* _Records for processing_:
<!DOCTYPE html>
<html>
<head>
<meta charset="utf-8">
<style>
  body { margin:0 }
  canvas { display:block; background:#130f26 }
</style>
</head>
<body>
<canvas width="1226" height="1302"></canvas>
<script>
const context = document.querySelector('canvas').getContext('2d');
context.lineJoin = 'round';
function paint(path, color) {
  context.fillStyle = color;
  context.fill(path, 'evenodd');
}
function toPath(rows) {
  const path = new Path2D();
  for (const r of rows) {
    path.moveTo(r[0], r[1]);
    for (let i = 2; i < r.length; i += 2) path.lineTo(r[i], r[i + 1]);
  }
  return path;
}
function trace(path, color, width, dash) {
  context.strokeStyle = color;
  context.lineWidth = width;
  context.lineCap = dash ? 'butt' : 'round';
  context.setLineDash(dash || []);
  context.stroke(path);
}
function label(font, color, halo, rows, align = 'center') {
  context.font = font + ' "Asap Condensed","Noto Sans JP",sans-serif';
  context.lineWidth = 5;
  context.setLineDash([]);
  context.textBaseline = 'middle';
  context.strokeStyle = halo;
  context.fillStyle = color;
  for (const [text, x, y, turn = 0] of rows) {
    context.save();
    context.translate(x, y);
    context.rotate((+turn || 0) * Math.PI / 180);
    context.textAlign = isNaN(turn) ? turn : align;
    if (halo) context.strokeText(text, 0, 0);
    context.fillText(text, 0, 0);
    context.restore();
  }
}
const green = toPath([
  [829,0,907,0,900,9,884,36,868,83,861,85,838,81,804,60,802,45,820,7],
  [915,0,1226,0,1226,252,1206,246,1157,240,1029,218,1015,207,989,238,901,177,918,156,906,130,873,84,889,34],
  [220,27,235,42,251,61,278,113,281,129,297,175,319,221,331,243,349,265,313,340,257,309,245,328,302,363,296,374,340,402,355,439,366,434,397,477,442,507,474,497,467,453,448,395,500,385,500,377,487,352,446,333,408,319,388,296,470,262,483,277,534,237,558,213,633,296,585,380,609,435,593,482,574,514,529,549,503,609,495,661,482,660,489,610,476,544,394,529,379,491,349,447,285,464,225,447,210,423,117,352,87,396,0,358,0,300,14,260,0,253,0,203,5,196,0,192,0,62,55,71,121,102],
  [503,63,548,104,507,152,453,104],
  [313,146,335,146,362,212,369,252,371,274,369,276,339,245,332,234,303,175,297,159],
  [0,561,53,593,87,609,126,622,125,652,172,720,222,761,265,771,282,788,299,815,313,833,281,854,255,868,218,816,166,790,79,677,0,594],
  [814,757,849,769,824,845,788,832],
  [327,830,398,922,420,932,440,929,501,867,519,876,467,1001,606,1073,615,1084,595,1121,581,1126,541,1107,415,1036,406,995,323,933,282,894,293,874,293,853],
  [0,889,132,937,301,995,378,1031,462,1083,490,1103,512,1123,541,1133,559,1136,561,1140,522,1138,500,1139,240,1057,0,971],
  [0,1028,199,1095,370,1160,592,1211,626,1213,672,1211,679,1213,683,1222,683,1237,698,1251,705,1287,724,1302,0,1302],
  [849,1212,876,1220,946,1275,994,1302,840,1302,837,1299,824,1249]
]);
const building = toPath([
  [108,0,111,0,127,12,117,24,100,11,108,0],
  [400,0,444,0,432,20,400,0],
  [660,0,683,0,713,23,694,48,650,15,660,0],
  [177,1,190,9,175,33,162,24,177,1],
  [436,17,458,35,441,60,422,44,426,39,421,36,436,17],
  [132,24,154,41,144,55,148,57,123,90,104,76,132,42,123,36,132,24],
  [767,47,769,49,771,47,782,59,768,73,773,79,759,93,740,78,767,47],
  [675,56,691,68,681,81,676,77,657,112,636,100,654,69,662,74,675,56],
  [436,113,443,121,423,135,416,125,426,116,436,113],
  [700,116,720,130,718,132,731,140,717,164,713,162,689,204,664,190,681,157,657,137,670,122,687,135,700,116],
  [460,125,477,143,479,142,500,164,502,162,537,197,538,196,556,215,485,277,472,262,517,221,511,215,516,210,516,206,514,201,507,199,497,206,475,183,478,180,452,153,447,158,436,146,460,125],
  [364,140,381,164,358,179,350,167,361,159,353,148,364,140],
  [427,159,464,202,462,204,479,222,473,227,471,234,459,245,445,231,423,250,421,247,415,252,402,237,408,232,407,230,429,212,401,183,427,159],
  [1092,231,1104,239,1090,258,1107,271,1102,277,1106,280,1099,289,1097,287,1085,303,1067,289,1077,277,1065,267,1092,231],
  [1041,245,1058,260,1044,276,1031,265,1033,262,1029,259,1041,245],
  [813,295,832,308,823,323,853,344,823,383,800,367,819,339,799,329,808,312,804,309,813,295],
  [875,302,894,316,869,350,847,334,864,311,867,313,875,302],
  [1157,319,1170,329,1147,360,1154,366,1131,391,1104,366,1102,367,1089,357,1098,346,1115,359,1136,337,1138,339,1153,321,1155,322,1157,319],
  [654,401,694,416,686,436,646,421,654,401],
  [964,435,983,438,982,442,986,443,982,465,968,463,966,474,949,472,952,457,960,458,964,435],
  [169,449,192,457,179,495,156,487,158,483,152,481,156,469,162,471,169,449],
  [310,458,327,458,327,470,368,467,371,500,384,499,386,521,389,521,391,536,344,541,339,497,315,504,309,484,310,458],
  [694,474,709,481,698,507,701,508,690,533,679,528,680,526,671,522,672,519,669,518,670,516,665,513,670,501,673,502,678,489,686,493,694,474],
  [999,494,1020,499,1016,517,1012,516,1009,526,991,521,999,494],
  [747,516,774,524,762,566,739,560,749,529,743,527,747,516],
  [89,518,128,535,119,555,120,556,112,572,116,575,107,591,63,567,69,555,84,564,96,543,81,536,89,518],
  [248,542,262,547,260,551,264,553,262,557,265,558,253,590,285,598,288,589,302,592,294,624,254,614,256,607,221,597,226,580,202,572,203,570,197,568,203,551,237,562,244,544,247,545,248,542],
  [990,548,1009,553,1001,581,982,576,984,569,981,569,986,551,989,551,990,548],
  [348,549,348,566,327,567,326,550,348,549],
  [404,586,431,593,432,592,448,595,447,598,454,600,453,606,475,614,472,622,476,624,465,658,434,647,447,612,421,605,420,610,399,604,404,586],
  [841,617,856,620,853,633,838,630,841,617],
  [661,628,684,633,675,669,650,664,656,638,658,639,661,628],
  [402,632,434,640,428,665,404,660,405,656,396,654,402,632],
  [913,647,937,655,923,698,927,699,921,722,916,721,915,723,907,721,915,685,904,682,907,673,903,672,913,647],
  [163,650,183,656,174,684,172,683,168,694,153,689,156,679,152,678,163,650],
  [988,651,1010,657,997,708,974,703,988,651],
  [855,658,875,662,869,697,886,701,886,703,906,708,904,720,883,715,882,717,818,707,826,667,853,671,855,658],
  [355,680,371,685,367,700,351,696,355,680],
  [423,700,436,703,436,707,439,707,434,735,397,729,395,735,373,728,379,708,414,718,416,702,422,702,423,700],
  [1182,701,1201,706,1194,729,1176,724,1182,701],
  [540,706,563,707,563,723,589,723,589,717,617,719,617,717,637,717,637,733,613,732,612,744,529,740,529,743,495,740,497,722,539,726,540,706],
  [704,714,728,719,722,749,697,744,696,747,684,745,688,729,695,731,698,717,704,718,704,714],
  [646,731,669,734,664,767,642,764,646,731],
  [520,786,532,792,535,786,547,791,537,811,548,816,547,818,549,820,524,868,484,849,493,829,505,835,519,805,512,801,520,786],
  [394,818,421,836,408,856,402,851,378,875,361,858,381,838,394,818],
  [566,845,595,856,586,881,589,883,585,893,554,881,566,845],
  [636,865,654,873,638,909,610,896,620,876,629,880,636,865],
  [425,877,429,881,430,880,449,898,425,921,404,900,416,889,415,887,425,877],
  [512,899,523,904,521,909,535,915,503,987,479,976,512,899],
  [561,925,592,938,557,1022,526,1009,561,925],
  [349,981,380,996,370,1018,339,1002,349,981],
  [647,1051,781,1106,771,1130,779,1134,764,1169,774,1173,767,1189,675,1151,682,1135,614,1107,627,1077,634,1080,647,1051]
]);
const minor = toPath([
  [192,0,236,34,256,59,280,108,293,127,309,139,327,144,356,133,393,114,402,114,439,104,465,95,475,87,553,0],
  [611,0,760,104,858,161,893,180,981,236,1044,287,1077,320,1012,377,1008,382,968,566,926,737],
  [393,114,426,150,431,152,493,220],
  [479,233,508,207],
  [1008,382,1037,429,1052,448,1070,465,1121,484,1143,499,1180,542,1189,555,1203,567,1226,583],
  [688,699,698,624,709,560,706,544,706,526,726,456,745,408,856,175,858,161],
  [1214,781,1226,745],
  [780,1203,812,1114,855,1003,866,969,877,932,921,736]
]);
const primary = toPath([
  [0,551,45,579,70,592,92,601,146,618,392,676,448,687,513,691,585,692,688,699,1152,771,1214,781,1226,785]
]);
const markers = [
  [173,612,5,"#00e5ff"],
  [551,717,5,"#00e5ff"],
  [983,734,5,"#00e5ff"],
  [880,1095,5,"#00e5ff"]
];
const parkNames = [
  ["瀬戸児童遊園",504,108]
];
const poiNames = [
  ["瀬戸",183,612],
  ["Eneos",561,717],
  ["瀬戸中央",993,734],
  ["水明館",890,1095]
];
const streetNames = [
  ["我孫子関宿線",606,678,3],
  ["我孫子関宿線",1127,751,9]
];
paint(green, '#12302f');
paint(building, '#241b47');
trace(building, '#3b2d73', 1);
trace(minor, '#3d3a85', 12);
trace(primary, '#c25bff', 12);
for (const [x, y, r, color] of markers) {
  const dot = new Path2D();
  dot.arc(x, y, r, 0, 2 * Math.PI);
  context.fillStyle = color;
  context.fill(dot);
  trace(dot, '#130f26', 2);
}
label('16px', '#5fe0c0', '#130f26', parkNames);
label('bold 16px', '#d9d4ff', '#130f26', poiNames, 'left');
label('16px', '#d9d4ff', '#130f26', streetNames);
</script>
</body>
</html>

* _Exercise details_: For each line above that contains the word "align", make a copy.

* _Exercise solution_:
function label(font, color, halo, rows, align = 'center') {
    context.textAlign = isNaN(turn) ? turn : align;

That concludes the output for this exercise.